Good luck and remember – If you don’t leave any, there won’t be any!

7 M Clark August 9, 2013 at 9:52 am

One glaring mistake in your list. Anything Banana related on a fishing boat is absolutely forbidden. Including Banana Boat sunscreen. Otherwise, well done.

8 Greg August 9, 2013 at 1:11 pm

Decent list, one bit of input though. Many charter and/or party fishing boats do not allow glass bottles or hard alcohol on board, so canned beer is definitely the way to go.

Also, Max:
Most charter and/or party fishing boats do not require state fishing licenses, as the fees are built into the cost of admission onto the boat.

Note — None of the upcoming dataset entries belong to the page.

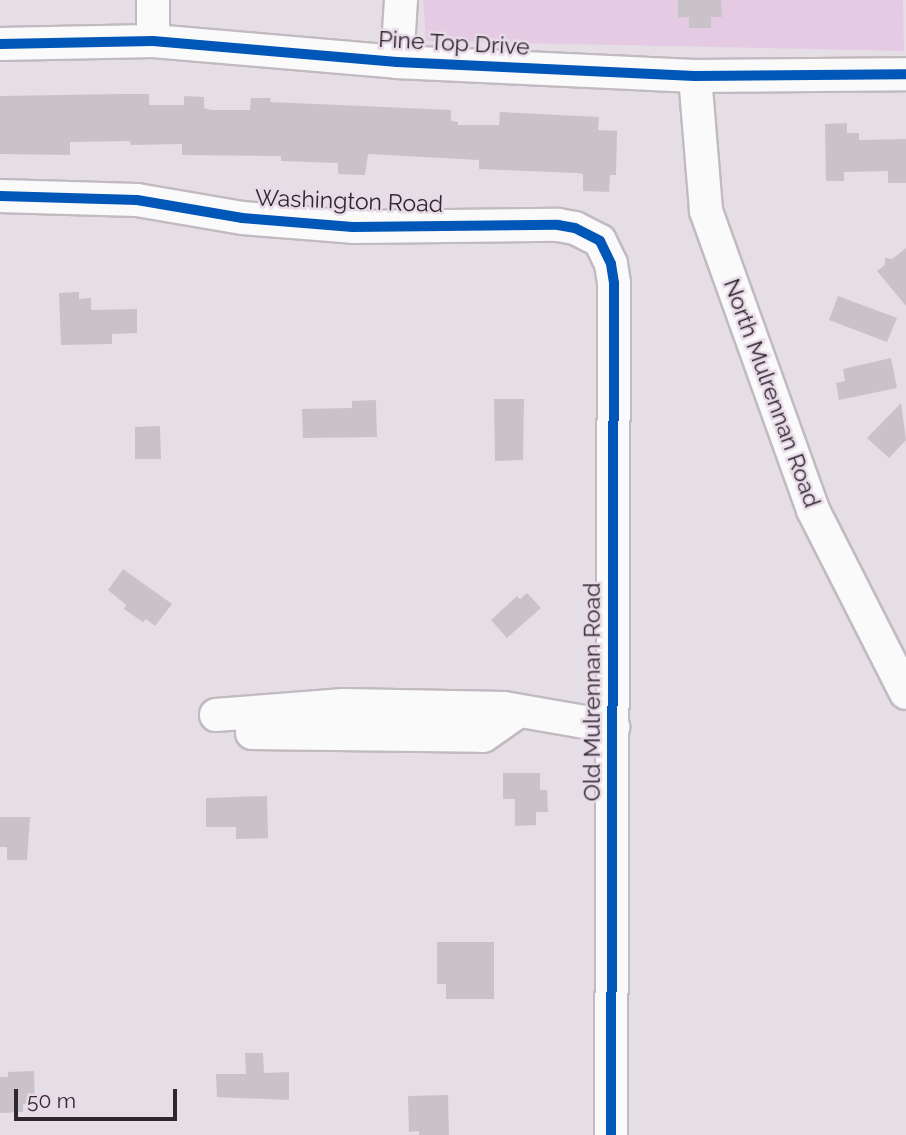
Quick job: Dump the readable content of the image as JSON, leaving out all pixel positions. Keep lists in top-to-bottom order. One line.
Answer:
{"streets":{"street":["Pine Top Drive","Washington Road","North Mulrennan Road","Old Mulrennan Road"]},"crossings":[["Pine Top Drive","North Mulrennan Road"],["Washington Road","Old Mulrennan Road"]],"scale_bar":"50 m"}
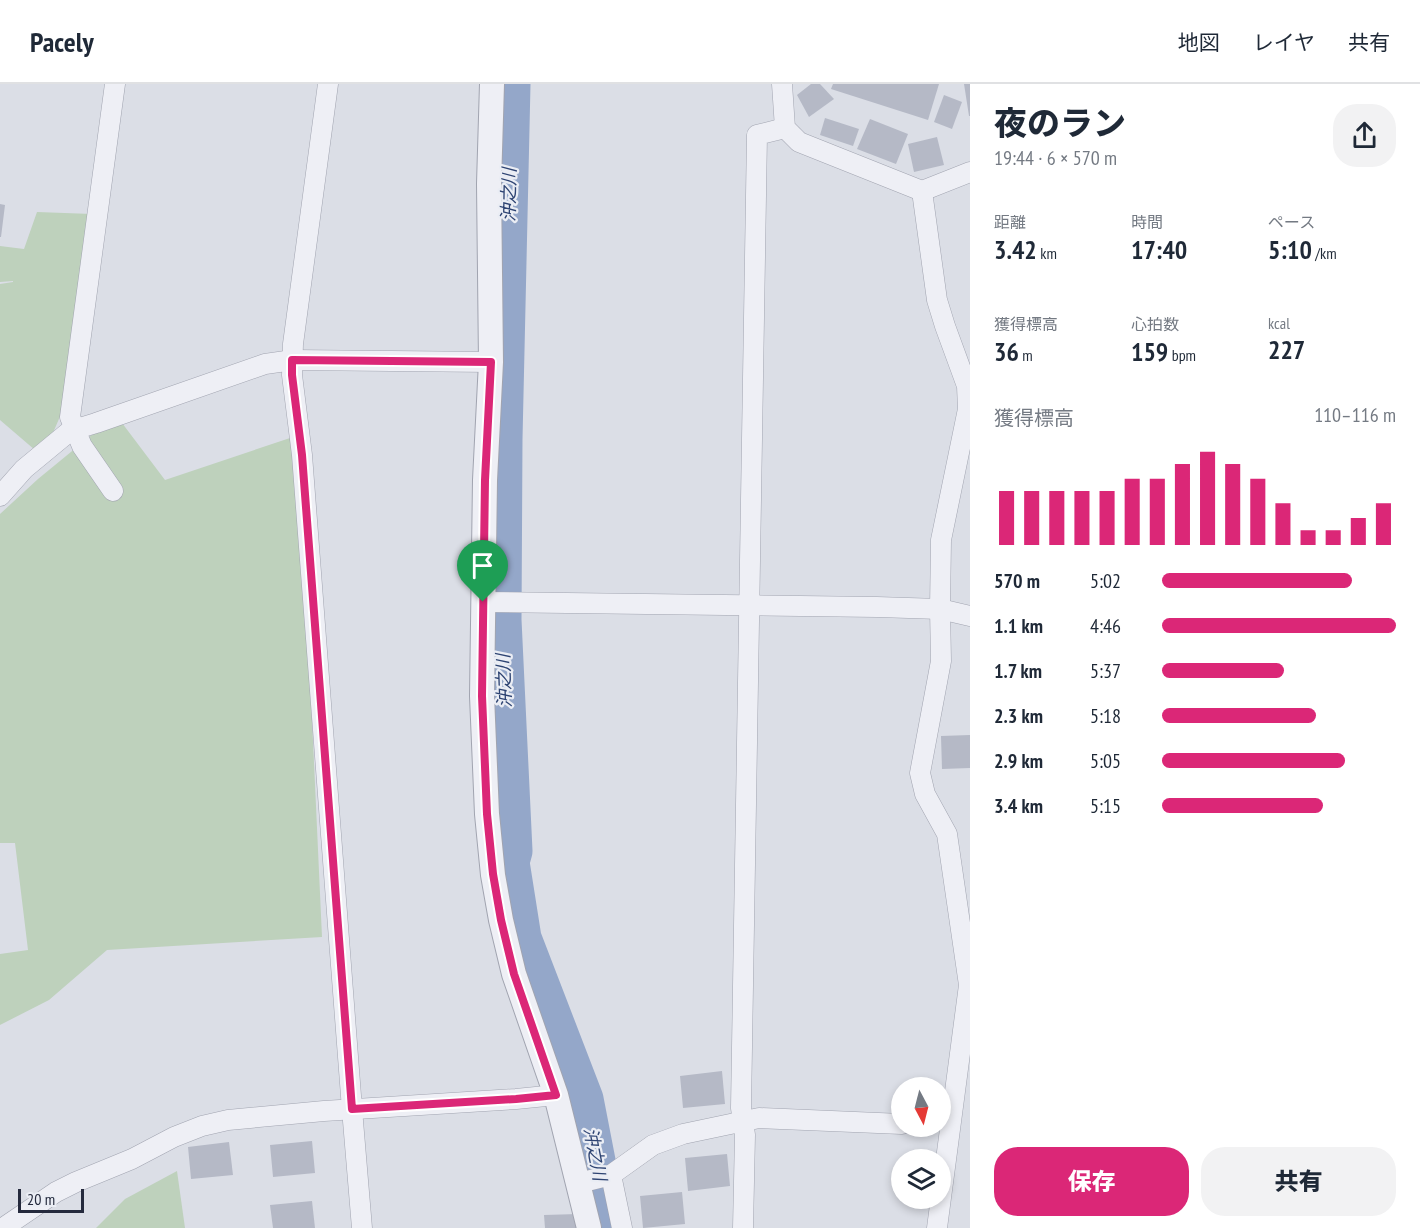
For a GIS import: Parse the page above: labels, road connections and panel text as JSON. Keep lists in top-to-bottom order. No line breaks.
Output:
{"water":["沖之川"],"scale_bar":"20 m","north":"bottom","page":{"header":"Pacely","nav":["地図","レイヤ","共有"],"heading":["夜のラン","19:44 · 6 × 570 m"],"stats":[["距離","3.42 km"],["時間","17:40"],["ペース","5:10 /km"],["獲得標高","36 m"],["心拍数","159 bpm"],["kcal","227"]],"chart":["獲得標高","110–116 m"],"list":[{"name":"570 m","note":"5:02"},{"name":"1.1 km","note":"4:46"},{"name":"1.7 km","note":"5:37"},{"name":"2.3 km","note":"5:18"},{"name":"2.9 km","note":"5:05"},{"name":"3.4 km","note":"5:15"}],"buttons":["保存","共有"],"scale":"20 m"}}
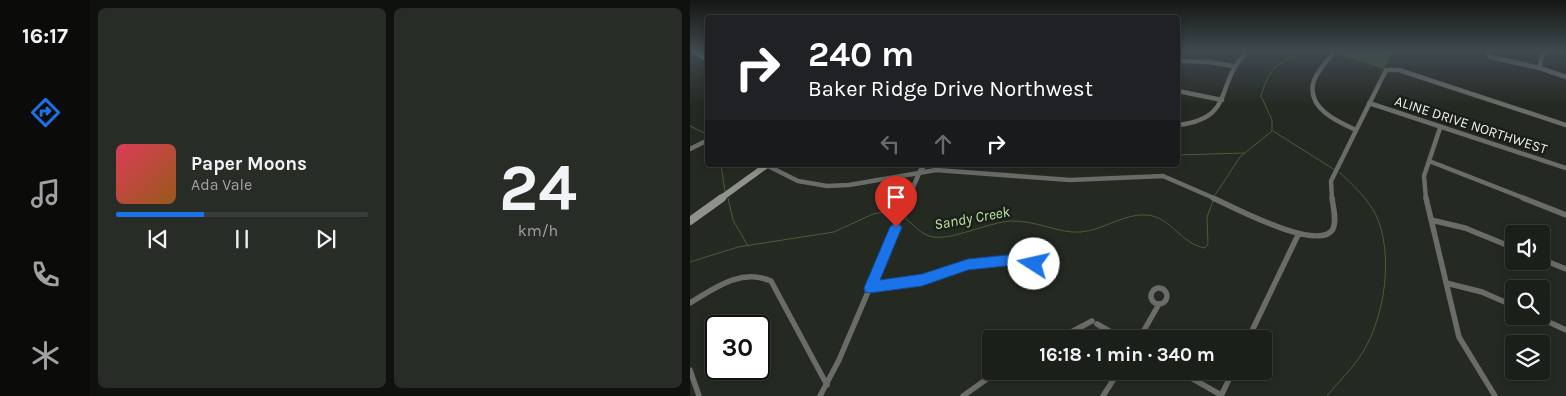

9 Jack August 9, 2013 at 3:08 pm

No sweatshirts. Fleece is the way to go. Rubber boots or “water sneakers” like those from sperry, not those docksiders. Large amounts of water come into the boat, even on flat, windless days days. You will slip on a wet deck, even if it has non skid in those shoes. A cooler with a rubber gasket, like igloo or the pricier ones like Yeti, is a must. The coleman will be filled with lukewarm water by noon. A long pvc raincoat is better than the northface. Anything below the waist will be saturated in anything more than a drizzle. And don’t expect to bring glass or hard alcohol on any charter. Great call on quick dry shorts. I see far too many folks who are soaked head to toe because they wore all cotton.
With a subject like deepwater fishing that so specialized, you many want to consult with an expert, ie someone who tournament fishes or runs a charter boat.

10 Trey August 9, 2013 at 4:48 pm

This is all wrong.
1. Costa Del Mar w/ croackies. Glass lens. You will see fish in the water better.
2. Dont need it, see link on 4
3. Get a waterproof camera.
4.Columbia PFG Searsucker (http://www.columbia.com/Men%27s-Super-Bahama%E2%84%A2-Long-Sleeve-Shirt/FM7188,default,pd.html&colorID=801)
5. I wear Sperry white slip on shoes, like the vans.
6. 10/10, would bang. I wear similar ones that feel like silk, they dry in about 60 seconds. I think they are guy harvey.
7. Simms windbreaker breaths better, but I would support this.
8. I wear a neck gaiter and straw hat, but need to keep the sun off of you.
9. Whatever.
10 Sure
12 Fill it with cold beer. It will dehydrate you slower than the liquor.

11 Bryan August 10, 2013 at 10:58 am

Woah…a couple of you guys need to take a breath. Everyone has their own preferred brands, styles, equipment, etc. Give the guy a break, no need to bust his chops up and down the coast. I dont agree with the whole list either, but I thought it was a good post.

12 al leggs August 10, 2013 at 11:50 pm

Gotta take prescription glasses when I go boating. A cheap pair ain’t gonna do it son. Gloves are recommended esp if you can participate as a crewman pulling in the sails, or handeling rope. Take them off when applying sunscreen. But you knew this already.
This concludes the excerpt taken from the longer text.